§ INSTRUCTIONS FOR THE TASK:
Give every line of the records exactly, please, from the first up to and including the one containing "display:block; font-size:42px; line-height:51px".

§ Stored items:

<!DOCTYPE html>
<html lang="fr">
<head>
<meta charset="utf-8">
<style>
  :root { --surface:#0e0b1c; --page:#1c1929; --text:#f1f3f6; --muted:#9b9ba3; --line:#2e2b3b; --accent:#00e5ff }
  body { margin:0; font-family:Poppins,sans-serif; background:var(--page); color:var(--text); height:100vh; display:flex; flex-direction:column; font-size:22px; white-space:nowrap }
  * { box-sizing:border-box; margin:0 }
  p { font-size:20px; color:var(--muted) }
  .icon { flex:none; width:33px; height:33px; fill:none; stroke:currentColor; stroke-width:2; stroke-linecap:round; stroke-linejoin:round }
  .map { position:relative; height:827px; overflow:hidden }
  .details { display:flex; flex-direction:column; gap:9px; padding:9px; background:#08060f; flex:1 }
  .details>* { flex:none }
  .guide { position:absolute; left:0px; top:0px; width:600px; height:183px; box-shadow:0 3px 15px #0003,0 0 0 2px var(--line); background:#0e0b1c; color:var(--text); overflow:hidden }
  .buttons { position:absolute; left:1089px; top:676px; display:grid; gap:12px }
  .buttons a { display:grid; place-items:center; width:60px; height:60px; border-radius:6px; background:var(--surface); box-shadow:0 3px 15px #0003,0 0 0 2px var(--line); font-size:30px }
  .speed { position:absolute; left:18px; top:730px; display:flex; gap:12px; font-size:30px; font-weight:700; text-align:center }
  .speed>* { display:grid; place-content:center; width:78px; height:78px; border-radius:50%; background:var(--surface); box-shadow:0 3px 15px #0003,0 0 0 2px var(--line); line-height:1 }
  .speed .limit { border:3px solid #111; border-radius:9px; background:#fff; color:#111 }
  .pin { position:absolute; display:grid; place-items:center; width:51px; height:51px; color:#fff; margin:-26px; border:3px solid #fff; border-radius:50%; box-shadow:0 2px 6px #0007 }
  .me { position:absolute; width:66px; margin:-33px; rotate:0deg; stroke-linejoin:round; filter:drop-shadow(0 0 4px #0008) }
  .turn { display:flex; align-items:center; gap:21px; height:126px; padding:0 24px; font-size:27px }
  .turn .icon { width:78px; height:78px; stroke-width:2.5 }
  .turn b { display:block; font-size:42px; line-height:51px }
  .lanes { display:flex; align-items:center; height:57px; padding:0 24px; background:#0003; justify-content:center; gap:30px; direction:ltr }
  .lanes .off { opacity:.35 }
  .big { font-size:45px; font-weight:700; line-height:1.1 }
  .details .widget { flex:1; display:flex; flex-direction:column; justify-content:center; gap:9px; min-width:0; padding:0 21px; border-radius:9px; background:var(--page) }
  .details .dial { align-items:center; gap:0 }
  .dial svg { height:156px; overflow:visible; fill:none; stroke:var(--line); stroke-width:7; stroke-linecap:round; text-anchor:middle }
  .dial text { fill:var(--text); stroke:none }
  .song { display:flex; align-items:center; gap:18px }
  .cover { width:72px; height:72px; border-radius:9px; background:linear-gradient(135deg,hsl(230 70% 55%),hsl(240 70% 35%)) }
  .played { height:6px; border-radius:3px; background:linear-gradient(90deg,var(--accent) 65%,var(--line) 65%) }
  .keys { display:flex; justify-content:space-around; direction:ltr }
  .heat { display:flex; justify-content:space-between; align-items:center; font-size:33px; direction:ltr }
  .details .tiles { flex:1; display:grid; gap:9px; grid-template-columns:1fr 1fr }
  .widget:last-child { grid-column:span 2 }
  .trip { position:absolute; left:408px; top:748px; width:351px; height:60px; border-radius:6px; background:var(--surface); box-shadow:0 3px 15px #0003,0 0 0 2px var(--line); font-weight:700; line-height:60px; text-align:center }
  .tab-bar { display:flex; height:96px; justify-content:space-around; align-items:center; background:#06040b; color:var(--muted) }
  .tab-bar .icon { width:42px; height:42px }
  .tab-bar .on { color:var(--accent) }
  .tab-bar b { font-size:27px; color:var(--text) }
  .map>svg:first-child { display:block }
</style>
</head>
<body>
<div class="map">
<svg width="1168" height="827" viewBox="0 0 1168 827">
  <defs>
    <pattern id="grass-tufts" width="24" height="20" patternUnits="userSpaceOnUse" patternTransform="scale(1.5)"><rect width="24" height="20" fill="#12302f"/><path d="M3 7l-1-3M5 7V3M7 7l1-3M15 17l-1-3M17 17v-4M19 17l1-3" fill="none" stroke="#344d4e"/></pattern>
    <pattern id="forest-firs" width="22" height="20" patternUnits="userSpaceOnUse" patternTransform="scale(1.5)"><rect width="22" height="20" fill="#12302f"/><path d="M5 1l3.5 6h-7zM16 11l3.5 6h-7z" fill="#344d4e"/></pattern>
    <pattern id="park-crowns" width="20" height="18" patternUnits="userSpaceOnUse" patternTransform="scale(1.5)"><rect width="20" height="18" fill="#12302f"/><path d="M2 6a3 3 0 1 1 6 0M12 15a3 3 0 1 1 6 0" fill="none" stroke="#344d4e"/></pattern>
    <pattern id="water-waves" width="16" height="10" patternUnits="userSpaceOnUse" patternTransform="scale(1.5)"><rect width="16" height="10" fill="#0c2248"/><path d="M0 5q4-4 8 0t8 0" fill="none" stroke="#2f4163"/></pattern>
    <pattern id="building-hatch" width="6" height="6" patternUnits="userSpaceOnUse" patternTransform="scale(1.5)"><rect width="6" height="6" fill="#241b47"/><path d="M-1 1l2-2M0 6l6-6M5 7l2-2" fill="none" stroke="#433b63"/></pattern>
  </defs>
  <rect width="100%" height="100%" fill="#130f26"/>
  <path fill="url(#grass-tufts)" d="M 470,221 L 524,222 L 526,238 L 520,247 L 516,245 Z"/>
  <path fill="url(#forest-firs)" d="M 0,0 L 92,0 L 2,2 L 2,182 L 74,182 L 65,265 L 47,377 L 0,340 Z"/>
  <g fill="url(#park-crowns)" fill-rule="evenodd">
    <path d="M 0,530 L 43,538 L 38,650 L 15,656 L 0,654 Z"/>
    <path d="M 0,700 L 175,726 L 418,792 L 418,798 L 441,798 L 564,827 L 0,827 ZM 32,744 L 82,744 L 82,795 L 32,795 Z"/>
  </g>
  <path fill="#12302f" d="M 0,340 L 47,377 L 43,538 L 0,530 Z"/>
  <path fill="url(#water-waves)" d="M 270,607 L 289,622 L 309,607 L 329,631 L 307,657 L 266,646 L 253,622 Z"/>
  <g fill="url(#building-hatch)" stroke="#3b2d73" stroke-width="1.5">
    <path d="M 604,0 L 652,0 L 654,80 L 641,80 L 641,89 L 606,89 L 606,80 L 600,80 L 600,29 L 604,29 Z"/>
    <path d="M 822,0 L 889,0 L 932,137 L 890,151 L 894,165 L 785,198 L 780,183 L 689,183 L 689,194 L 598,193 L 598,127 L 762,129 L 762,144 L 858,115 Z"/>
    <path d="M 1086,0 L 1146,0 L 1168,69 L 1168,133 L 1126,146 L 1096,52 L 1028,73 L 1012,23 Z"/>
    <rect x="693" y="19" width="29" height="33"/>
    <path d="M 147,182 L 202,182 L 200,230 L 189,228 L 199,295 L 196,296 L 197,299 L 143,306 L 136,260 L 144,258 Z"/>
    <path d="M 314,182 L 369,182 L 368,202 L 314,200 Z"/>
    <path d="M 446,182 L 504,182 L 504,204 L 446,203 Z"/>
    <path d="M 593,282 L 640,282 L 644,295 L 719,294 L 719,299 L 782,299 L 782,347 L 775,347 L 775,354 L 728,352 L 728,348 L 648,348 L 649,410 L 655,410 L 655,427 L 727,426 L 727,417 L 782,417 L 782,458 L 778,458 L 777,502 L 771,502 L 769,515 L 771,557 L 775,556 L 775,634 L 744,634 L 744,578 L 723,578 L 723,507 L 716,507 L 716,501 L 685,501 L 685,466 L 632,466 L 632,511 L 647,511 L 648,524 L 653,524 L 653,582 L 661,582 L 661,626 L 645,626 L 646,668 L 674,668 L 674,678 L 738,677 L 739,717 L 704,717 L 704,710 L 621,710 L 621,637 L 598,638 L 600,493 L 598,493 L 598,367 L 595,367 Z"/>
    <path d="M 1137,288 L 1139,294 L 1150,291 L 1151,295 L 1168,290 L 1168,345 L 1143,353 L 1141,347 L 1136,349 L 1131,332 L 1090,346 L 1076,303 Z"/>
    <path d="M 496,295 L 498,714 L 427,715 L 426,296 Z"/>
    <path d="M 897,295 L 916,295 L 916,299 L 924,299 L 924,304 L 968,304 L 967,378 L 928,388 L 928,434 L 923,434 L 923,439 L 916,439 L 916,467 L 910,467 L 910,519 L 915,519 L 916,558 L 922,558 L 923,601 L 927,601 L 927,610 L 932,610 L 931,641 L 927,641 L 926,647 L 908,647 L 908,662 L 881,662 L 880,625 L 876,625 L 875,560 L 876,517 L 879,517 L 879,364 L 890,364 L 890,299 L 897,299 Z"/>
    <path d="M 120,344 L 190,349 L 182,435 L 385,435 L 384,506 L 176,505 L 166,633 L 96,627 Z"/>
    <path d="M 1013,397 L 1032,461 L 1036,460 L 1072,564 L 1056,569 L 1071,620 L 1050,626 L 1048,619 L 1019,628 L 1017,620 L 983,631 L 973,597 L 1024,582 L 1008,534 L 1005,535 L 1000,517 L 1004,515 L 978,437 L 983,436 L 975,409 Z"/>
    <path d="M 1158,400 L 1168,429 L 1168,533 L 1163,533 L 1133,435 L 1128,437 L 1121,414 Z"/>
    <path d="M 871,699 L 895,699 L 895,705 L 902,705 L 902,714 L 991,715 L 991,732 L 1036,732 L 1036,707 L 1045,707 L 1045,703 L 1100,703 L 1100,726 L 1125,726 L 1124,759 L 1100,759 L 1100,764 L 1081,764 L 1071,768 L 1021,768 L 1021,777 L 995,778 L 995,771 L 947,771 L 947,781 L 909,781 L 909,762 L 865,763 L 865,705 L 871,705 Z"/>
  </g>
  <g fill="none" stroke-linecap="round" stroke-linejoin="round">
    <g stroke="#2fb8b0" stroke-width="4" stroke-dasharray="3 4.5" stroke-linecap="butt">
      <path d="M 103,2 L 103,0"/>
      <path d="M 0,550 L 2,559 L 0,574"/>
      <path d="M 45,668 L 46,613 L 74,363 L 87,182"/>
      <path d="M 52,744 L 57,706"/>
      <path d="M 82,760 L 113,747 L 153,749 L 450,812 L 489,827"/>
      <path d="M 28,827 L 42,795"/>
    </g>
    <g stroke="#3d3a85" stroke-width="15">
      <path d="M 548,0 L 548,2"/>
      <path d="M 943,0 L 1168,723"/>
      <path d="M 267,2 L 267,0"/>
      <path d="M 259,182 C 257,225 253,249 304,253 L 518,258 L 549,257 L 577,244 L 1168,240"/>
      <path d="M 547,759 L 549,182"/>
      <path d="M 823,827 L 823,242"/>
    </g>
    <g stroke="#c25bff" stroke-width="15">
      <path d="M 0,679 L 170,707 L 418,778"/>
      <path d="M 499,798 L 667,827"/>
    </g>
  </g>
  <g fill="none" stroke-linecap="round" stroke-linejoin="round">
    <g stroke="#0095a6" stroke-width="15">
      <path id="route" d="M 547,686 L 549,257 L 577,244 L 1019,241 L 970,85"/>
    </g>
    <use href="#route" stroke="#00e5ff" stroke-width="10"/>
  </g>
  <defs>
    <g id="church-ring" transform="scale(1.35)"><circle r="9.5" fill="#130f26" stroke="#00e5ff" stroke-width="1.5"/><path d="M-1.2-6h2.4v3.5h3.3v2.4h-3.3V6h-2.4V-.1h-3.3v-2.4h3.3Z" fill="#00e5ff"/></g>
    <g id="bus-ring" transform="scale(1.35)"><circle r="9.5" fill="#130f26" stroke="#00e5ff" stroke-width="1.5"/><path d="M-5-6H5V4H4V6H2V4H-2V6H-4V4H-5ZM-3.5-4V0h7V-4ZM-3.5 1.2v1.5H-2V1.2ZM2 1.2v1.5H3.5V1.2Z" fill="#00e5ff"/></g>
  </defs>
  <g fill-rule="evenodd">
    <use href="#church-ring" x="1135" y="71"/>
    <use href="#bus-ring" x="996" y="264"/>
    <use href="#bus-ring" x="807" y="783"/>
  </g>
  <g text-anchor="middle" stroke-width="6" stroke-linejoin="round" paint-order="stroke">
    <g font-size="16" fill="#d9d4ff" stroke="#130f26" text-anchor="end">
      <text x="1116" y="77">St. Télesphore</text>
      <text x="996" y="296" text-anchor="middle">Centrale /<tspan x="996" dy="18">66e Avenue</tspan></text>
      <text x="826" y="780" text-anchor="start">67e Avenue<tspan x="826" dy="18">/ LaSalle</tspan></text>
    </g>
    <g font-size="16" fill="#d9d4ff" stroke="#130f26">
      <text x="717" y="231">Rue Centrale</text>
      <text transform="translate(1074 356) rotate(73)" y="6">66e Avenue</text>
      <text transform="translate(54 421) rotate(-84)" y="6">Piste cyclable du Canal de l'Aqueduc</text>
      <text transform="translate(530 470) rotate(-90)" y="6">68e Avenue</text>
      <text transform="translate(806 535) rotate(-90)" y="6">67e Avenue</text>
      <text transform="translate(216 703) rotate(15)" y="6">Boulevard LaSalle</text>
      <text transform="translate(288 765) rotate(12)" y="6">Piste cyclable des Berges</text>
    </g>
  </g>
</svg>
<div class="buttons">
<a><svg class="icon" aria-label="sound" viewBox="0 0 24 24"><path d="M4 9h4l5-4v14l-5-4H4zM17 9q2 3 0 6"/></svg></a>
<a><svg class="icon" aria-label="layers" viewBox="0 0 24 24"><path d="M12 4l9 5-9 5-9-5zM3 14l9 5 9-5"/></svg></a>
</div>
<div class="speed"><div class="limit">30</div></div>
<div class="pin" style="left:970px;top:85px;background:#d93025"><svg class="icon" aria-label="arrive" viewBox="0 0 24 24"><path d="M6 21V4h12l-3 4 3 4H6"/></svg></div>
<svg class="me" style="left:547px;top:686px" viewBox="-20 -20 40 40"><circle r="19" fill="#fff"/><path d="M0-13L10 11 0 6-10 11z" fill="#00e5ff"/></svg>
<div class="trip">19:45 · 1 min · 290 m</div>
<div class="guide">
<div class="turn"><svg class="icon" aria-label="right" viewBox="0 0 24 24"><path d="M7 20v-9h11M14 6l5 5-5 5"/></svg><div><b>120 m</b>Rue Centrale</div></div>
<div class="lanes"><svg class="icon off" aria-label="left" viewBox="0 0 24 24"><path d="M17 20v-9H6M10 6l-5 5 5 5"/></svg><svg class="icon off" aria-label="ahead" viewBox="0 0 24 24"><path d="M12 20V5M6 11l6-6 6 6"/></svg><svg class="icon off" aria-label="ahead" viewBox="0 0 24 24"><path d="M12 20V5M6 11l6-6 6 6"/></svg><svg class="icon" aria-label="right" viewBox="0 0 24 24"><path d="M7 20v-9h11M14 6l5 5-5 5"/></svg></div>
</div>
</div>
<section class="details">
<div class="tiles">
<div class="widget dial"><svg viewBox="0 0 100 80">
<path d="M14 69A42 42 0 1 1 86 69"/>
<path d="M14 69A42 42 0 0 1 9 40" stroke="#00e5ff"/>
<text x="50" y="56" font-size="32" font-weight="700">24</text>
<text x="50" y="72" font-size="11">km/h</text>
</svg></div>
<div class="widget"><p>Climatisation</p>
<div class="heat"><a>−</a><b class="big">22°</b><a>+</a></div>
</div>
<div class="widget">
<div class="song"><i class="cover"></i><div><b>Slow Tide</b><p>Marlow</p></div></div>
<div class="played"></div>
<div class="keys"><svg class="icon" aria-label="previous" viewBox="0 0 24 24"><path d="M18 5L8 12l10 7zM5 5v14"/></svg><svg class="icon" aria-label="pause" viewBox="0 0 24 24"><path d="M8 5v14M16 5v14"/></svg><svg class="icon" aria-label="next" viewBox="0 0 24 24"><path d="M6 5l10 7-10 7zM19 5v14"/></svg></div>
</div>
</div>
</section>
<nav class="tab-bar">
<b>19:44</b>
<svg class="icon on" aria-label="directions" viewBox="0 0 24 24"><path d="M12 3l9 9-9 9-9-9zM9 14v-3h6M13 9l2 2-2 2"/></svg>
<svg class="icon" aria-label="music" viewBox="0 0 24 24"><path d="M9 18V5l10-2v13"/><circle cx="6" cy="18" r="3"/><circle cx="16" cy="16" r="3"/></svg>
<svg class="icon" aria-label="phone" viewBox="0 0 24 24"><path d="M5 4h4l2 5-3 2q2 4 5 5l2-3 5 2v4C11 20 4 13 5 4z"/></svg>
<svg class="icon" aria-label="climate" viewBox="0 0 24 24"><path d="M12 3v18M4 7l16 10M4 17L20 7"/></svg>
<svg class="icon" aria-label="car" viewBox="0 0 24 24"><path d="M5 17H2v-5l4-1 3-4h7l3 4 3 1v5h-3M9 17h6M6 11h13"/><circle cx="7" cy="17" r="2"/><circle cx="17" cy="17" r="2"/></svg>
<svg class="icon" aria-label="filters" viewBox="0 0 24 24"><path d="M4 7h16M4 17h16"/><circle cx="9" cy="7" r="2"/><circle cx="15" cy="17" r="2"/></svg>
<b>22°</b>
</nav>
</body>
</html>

§ EXERCISE RESPONSE:
<!DOCTYPE html>
<html lang="fr">
<head>
<meta charset="utf-8">
<style>
  :root { --surface:#0e0b1c; --page:#1c1929; --text:#f1f3f6; --muted:#9b9ba3; --line:#2e2b3b; --accent:#00e5ff }
  body { margin:0; font-family:Poppins,sans-serif; background:var(--page); color:var(--text); height:100vh; display:flex; flex-direction:column; font-size:22px; white-space:nowrap }
  * { box-sizing:border-box; margin:0 }
  p { font-size:20px; color:var(--muted) }
  .icon { flex:none; width:33px; height:33px; fill:none; stroke:currentColor; stroke-width:2; stroke-linecap:round; stroke-linejoin:round }
  .map { position:relative; height:827px; overflow:hidden }
  .details { display:flex; flex-direction:column; gap:9px; padding:9px; background:#08060f; flex:1 }
  .details>* { flex:none }
  .guide { position:absolute; left:0px; top:0px; width:600px; height:183px; box-shadow:0 3px 15px #0003,0 0 0 2px var(--line); background:#0e0b1c; color:var(--text); overflow:hidden }
  .buttons { position:absolute; left:1089px; top:676px; display:grid; gap:12px }
  .buttons a { display:grid; place-items:center; width:60px; height:60px; border-radius:6px; background:var(--surface); box-shadow:0 3px 15px #0003,0 0 0 2px var(--line); font-size:30px }
  .speed { position:absolute; left:18px; top:730px; display:flex; gap:12px; font-size:30px; font-weight:700; text-align:center }
  .speed>* { display:grid; place-content:center; width:78px; height:78px; border-radius:50%; background:var(--surface); box-shadow:0 3px 15px #0003,0 0 0 2px var(--line); line-height:1 }
  .speed .limit { border:3px solid #111; border-radius:9px; background:#fff; color:#111 }
  .pin { position:absolute; display:grid; place-items:center; width:51px; height:51px; color:#fff; margin:-26px; border:3px solid #fff; border-radius:50%; box-shadow:0 2px 6px #0007 }
  .me { position:absolute; width:66px; margin:-33px; rotate:0deg; stroke-linejoin:round; filter:drop-shadow(0 0 4px #0008) }
  .turn { display:flex; align-items:center; gap:21px; height:126px; padding:0 24px; font-size:27px }
  .turn .icon { width:78px; height:78px; stroke-width:2.5 }
  .turn b { display:block; font-size:42px; line-height:51px }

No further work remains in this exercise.